Exercise details ->
For each line of the listing below that contains the string "position", copy the line.

╭──

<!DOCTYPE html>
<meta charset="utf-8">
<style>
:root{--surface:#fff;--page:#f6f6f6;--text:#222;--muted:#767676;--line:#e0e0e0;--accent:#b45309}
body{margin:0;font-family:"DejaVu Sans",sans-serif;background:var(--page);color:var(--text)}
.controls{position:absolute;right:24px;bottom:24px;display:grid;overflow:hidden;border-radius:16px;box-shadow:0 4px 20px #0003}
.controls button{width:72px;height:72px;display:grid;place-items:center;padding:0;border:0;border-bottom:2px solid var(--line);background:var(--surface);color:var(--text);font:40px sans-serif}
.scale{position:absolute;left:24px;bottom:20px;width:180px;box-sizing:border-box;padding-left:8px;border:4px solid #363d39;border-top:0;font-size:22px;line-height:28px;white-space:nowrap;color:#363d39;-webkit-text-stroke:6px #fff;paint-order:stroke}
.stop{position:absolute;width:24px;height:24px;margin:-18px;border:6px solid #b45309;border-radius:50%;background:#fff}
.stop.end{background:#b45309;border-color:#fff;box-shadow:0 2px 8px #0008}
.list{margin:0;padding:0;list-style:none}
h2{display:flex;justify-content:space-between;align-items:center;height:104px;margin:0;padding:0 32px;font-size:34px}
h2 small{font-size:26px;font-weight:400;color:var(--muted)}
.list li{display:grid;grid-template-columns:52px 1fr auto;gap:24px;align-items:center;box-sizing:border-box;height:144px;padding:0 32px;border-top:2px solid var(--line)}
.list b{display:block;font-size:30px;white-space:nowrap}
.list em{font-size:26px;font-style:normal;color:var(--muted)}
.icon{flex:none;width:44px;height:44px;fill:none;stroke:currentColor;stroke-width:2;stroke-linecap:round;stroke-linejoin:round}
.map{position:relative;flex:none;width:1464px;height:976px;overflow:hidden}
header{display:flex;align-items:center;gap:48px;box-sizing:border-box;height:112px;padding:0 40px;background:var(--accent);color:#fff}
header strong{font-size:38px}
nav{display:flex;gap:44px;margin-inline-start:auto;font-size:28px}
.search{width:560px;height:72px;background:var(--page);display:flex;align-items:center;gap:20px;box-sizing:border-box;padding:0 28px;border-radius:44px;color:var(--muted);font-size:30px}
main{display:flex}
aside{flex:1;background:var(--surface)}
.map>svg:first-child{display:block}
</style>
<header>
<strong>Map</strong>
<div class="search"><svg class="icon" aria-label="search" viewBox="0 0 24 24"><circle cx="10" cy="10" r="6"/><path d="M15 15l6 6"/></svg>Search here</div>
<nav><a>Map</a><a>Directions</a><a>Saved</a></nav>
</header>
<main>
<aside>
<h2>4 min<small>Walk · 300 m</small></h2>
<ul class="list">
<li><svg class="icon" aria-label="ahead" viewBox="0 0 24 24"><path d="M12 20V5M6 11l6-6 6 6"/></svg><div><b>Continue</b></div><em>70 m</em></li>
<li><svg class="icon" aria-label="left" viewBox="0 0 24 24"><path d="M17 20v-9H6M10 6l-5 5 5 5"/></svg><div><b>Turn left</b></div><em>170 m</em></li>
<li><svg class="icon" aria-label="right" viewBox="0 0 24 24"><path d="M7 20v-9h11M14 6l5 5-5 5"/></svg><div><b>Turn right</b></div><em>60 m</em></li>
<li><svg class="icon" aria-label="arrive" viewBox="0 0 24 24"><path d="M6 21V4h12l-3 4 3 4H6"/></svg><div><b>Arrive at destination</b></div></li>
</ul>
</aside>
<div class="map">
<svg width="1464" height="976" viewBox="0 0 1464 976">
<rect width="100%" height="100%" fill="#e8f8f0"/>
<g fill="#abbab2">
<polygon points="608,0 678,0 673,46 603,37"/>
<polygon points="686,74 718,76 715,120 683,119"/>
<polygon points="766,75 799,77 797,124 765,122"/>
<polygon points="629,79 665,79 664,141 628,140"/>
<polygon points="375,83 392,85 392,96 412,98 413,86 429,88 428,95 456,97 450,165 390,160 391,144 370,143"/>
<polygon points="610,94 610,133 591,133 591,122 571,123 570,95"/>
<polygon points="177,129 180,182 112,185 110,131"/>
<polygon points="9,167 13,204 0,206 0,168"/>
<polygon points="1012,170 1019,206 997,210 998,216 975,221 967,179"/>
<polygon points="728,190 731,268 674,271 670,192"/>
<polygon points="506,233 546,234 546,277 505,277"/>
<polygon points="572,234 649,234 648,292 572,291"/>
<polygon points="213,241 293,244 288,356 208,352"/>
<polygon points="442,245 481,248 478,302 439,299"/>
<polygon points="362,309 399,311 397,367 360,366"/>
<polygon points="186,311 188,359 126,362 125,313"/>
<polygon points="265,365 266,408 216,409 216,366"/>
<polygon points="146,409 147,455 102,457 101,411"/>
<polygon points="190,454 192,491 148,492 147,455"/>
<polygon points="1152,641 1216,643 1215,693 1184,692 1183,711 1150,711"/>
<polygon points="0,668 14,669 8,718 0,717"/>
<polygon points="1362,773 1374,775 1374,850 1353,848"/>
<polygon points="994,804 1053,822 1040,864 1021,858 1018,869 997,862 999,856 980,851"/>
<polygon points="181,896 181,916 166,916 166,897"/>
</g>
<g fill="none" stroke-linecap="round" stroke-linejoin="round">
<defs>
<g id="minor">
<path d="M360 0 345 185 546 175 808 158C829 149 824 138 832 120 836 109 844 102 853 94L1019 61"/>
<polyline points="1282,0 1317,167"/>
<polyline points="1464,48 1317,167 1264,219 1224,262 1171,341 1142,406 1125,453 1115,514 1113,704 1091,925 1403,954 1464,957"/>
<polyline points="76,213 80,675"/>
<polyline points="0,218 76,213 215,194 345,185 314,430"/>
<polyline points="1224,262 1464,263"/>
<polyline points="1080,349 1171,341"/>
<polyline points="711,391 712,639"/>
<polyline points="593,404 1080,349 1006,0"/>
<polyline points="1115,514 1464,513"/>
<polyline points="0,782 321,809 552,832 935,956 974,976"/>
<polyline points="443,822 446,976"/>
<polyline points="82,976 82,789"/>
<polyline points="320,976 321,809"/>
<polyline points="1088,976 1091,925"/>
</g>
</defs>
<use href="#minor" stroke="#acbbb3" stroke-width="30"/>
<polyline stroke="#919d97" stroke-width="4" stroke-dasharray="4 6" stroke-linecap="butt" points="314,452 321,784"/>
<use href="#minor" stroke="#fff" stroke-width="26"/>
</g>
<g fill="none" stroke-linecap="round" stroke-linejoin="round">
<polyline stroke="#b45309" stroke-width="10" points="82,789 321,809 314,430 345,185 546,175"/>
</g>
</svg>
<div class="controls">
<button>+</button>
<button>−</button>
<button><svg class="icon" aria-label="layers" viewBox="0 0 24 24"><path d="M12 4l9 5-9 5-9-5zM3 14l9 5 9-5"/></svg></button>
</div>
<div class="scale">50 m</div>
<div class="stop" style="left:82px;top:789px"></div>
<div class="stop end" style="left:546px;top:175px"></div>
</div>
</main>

╰──

Task solution ->
.controls{position:absolute;right:24px;bottom:24px;display:grid;overflow:hidden;border-radius:16px;box-shadow:0 4px 20px #0003}
.scale{position:absolute;left:24px;bottom:20px;width:180px;box-sizing:border-box;padding-left:8px;border:4px solid #363d39;border-top:0;font-size:22px;line-height:28px;white-space:nowrap;color:#363d39;-webkit-text-stroke:6px #fff;paint-order:stroke}
.stop{position:absolute;width:24px;height:24px;margin:-18px;border:6px solid #b45309;border-radius:50%;background:#fff}
.map{position:relative;flex:none;width:1464px;height:976px;overflow:hidden}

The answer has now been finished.